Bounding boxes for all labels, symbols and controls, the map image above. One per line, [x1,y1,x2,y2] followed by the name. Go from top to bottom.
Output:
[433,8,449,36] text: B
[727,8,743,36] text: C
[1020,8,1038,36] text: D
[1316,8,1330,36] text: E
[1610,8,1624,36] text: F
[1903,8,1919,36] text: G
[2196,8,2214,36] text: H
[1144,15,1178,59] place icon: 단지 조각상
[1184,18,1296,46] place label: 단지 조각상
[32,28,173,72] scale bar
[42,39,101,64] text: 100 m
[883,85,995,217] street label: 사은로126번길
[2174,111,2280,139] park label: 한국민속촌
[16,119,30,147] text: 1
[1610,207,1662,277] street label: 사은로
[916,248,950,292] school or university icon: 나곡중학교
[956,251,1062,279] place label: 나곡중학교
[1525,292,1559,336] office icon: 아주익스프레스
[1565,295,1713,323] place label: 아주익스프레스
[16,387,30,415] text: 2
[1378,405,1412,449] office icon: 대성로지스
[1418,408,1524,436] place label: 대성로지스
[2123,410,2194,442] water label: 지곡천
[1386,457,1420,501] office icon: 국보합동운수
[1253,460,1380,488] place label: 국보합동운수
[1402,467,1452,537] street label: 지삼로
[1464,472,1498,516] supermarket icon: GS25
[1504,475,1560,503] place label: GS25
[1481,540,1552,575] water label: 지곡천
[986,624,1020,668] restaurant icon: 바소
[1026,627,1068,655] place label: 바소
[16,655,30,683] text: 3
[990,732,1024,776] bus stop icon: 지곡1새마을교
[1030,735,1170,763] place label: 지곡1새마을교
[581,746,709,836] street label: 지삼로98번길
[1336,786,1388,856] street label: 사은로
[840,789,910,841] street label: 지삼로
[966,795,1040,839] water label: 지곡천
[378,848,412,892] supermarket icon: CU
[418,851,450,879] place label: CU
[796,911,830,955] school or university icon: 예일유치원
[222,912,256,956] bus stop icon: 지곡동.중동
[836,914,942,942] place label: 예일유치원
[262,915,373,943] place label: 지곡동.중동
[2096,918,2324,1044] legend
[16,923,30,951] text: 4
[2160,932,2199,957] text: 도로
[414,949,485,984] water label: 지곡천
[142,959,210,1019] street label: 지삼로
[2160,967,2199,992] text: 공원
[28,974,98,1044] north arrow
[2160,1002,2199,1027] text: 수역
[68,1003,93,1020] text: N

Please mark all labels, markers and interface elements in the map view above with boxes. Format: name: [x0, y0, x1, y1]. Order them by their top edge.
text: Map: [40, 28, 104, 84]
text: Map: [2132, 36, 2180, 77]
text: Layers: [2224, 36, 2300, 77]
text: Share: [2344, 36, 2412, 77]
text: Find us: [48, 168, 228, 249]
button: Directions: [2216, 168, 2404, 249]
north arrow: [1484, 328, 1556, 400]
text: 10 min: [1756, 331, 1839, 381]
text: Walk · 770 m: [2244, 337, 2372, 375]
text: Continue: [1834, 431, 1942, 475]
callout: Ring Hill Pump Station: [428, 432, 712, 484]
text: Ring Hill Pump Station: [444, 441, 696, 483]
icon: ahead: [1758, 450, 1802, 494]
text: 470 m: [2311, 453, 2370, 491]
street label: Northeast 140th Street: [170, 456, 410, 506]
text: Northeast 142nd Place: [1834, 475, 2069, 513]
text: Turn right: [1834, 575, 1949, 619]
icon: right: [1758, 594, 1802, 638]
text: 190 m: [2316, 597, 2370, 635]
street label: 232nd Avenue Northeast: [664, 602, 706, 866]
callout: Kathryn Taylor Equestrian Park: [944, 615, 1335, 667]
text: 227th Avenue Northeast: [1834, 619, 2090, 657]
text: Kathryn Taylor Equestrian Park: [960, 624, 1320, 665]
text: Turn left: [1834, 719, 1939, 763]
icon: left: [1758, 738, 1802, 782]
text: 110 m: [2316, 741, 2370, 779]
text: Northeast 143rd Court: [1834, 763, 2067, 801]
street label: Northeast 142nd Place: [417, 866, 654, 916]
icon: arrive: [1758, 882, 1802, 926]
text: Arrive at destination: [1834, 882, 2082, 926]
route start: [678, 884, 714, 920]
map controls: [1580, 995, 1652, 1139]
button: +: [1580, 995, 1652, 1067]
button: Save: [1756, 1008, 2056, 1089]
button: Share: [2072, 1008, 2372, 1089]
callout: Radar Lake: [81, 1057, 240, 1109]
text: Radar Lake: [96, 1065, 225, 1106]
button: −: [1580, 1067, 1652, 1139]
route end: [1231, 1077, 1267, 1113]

**Work task**
From the material above, copy each line that includes the word "water".

**Task answer**
[2123,410,2194,442] water label: 지곡천
[1481,540,1552,575] water label: 지곡천
[966,795,1040,839] water label: 지곡천
[414,949,485,984] water label: 지곡천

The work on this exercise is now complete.